[Collected data entries]
---

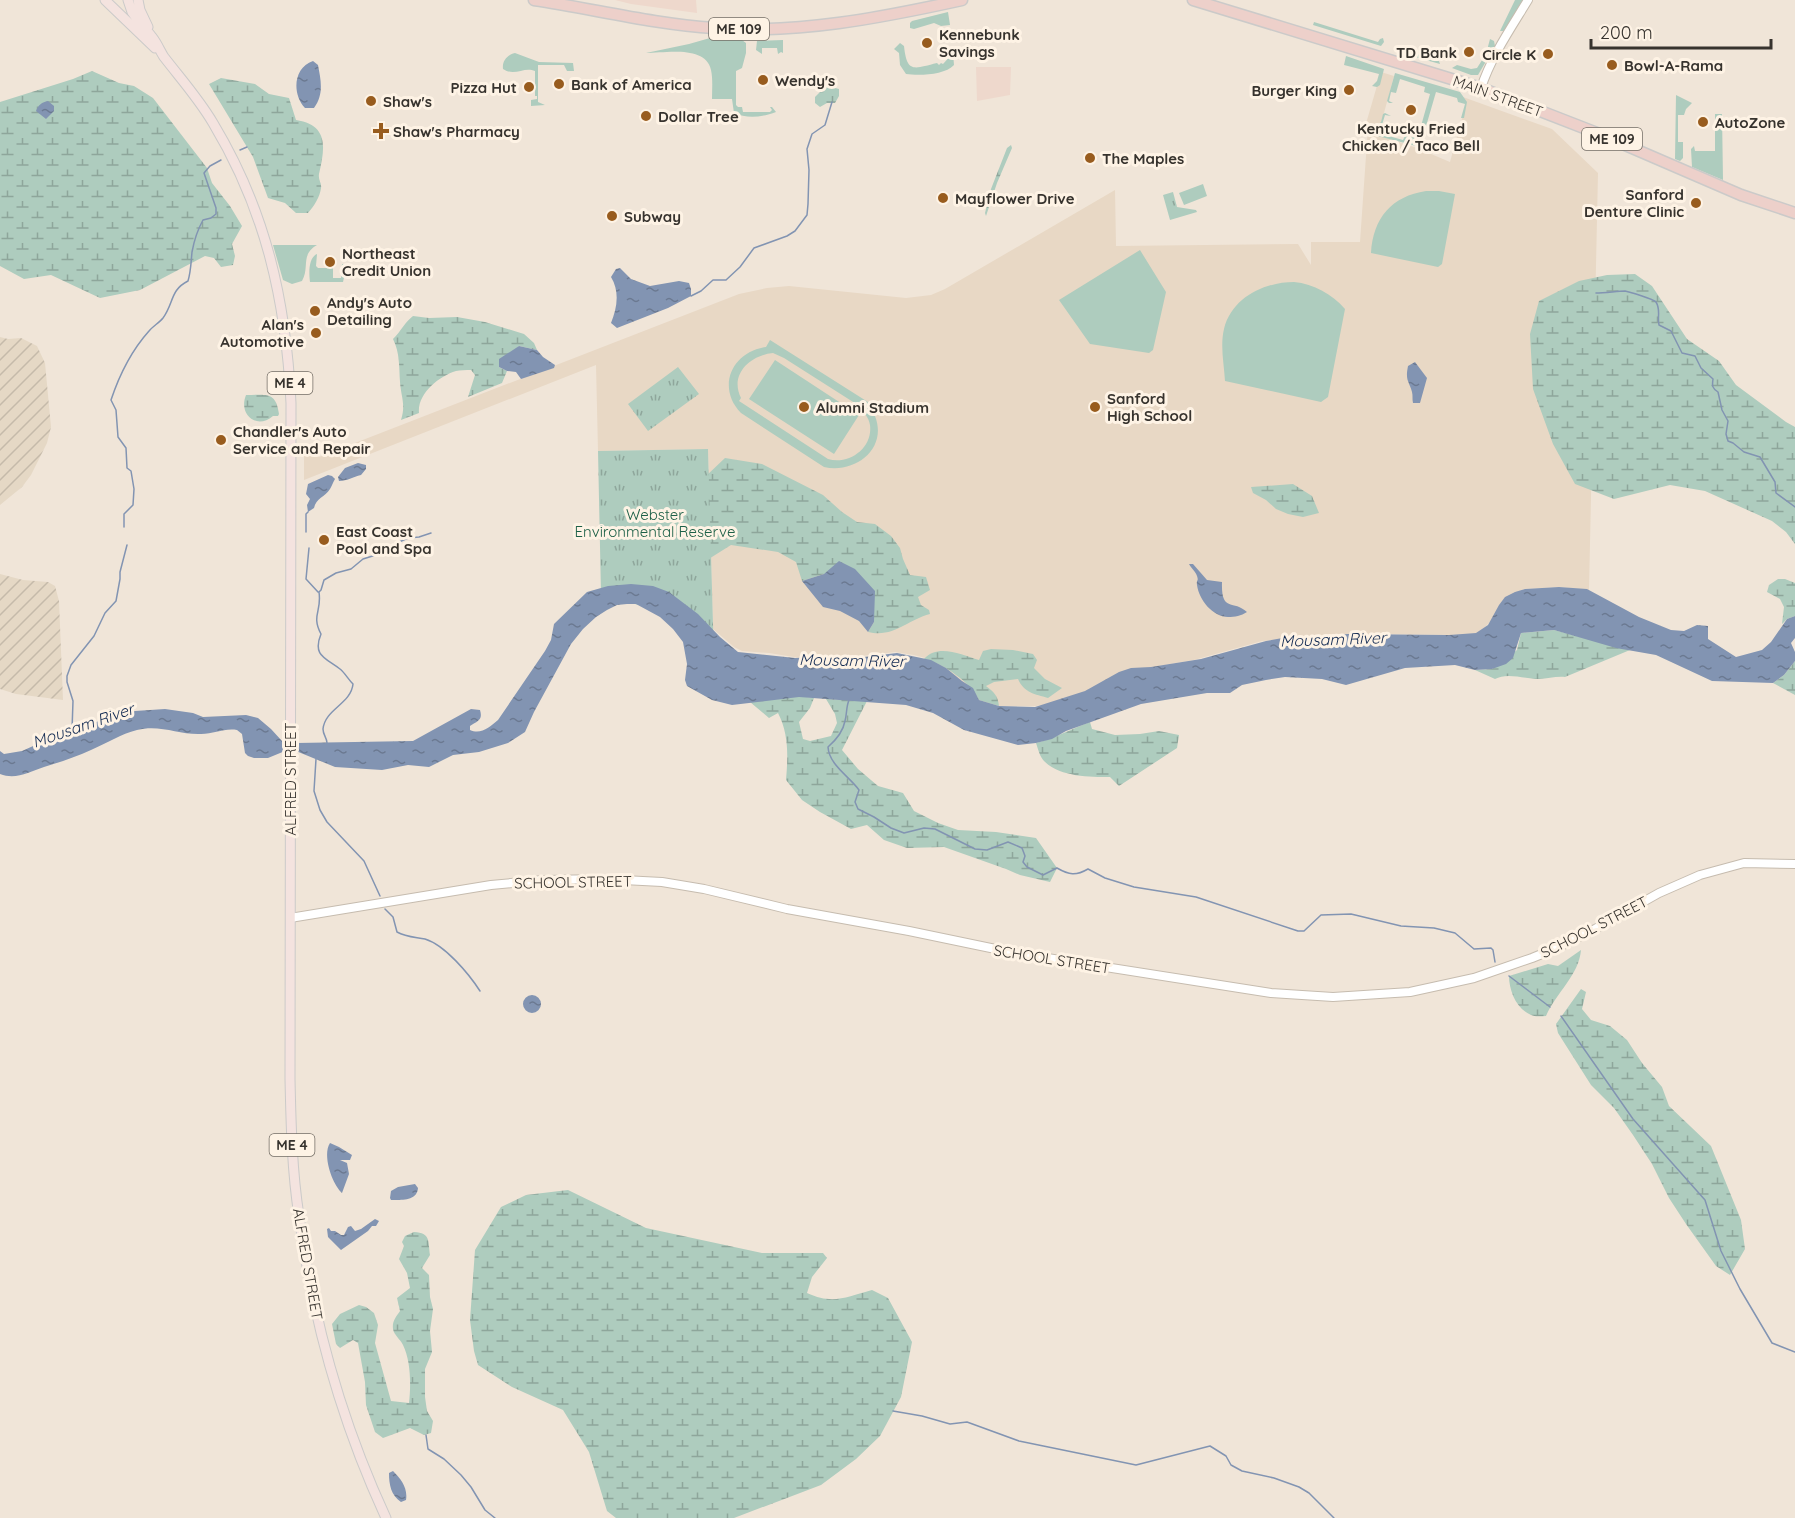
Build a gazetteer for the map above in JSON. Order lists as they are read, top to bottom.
{
  "streets": {
    "highway": ["ME 109", "MAIN STREET"],
    "main road": ["ME 4", "ALFRED STREET"],
    "street": ["SCHOOL STREET"]
  },
  "crossings": [
    ["ALFRED STREET", "SCHOOL STREET"]
  ],
  "water": ["Mousam River"],
  "parks": ["Webster Environmental Reserve"],
  "places": {
    "other": [
      "Kennebunk Savings",
      "TD Bank",
      "Circle K",
      "Bowl-A-Rama",
      "Wendy's",
      "Bank of America",
      "Pizza Hut",
      "Burger King",
      "Shaw's",
      "Kentucky Fried Chicken / Taco Bell",
      "Dollar Tree",
      "AutoZone",
      "The Maples",
      "Mayflower Drive",
      "Sanford Denture Clinic",
      "Subway",
      "Northeast Credit Union",
      "Andy's Auto Detailing",
      "Alan's Automotive",
      "Alumni Stadium",
      "Sanford High School",
      "Chandler's Auto Service and Repair",
      "East Coast Pool and Spa"
    ],
    "health": ["Shaw's Pharmacy"]
  },
  "scale_bar": "200 m"
}
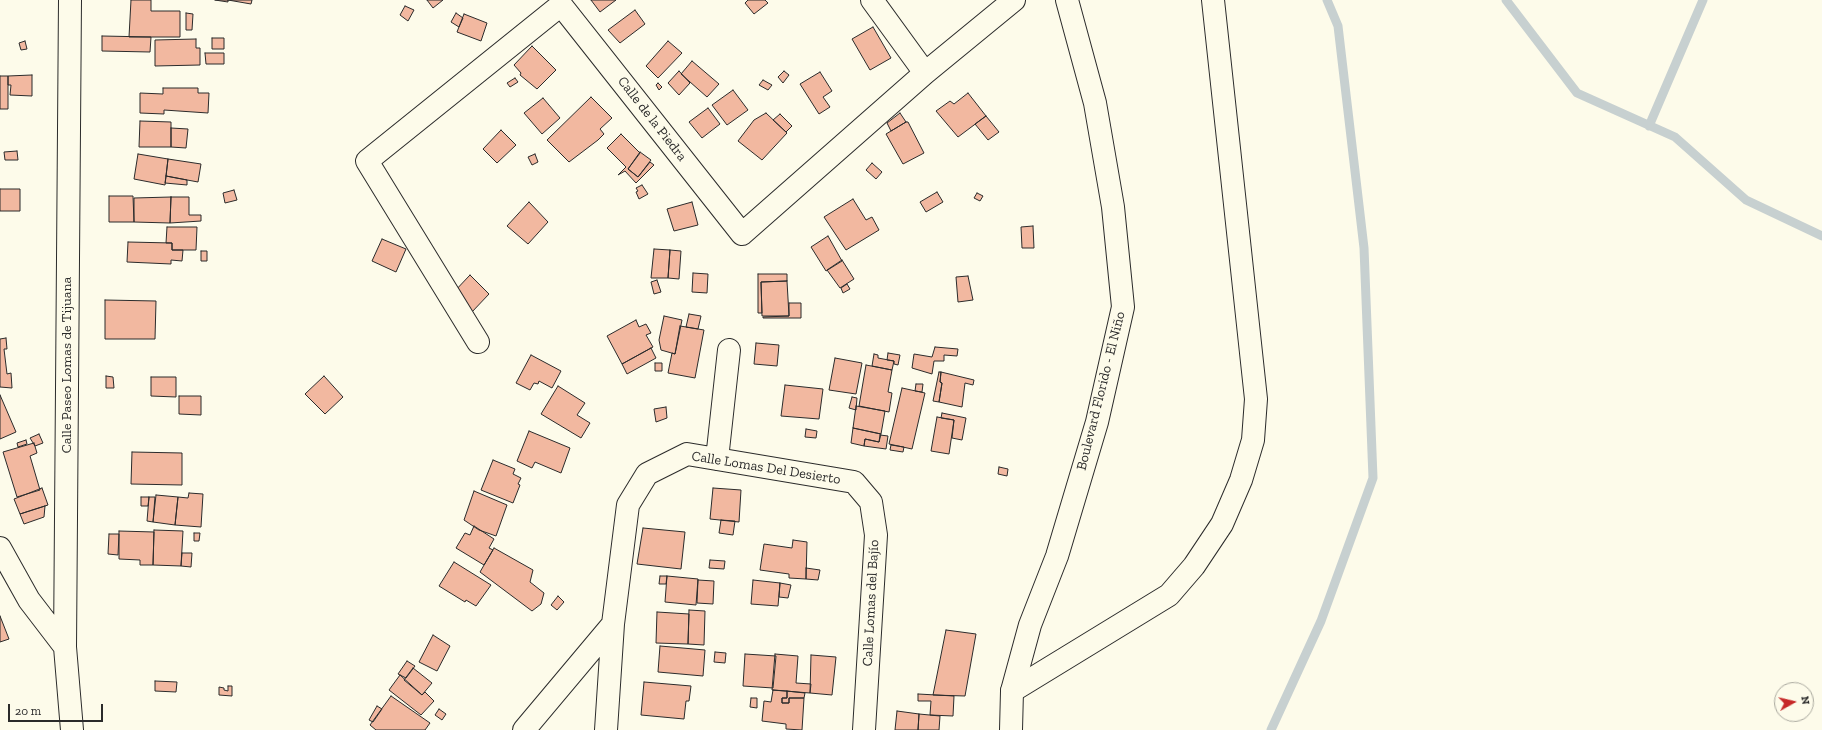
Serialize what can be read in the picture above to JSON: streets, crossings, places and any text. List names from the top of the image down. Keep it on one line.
{"streets":{"street":["Calle de la Piedra","Calle Paseo Lomas de Tijuana","Boulevard Florido - El Niño","Calle Lomas Del Desierto","Calle Lomas del Bajío"]},"crossings":[["Calle Lomas Del Desierto","Calle Lomas del Bajío"]],"scale_bar":"20 m","north":"right"}
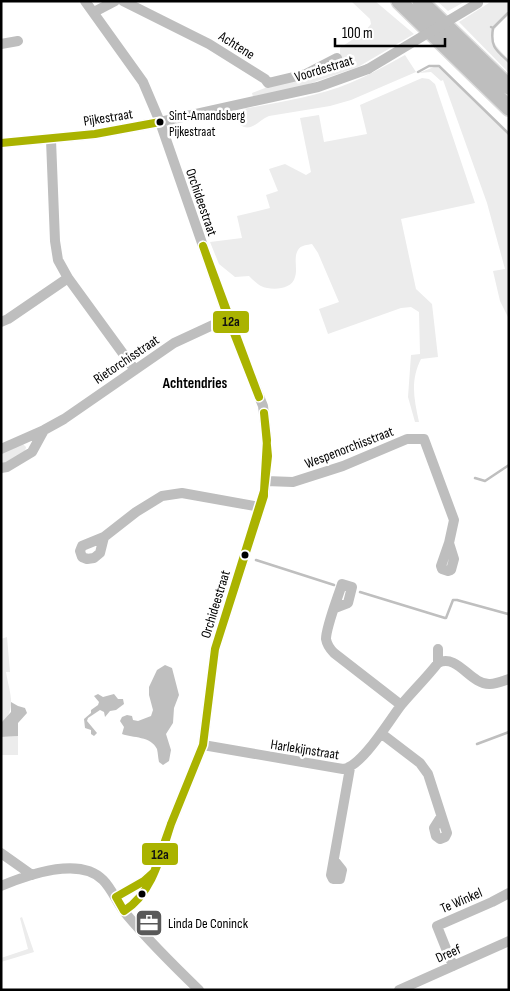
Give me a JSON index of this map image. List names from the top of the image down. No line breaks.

---

▶ What the task requires:
Retype the records verbatim, but not their images.

▶ Answer box:
Build a gazetteer for the map above in JSON. Order lists as they are read, top to bottom.
{
  "streets": {
    "highway": ["ME 109", "MAIN STREET"],
    "main road": ["ME 4", "ALFRED STREET"],
    "street": ["SCHOOL STREET"]
  },
  "crossings": [
    ["ALFRED STREET", "SCHOOL STREET"]
  ],
  "water": ["Mousam River"],
  "parks": ["Webster Environmental Reserve"],
  "places": {
    "other": [
      "Kennebunk Savings",
      "TD Bank",
      "Circle K",
      "Bowl-A-Rama",
      "Wendy's",
      "Bank of America",
      "Pizza Hut",
      "Burger King",
      "Shaw's",
      "Kentucky Fried Chicken / Taco Bell",
      "Dollar Tree",
      "AutoZone",
      "The Maples",
      "Mayflower Drive",
      "Sanford Denture Clinic",
      "Subway",
      "Northeast Credit Union",
      "Andy's Auto Detailing",
      "Alan's Automotive",
      "Alumni Stadium",
      "Sanford High School",
      "Chandler's Auto Service and Repair",
      "East Coast Pool and Spa"
    ],
    "health": ["Shaw's Pharmacy"]
  },
  "scale_bar": "200 m"
}
Serialize what can be read in the picture above to JSON: streets, crossings, places and any text. List names from the top of the image down. Keep it on one line.
{"streets":{"street":["Calle de la Piedra","Calle Paseo Lomas de Tijuana","Boulevard Florido - El Niño","Calle Lomas Del Desierto","Calle Lomas del Bajío"]},"crossings":[["Calle Lomas Del Desierto","Calle Lomas del Bajío"]],"scale_bar":"20 m","north":"right"}
Give me a JSON index of this map image. List names from the top of the image down. No line breaks.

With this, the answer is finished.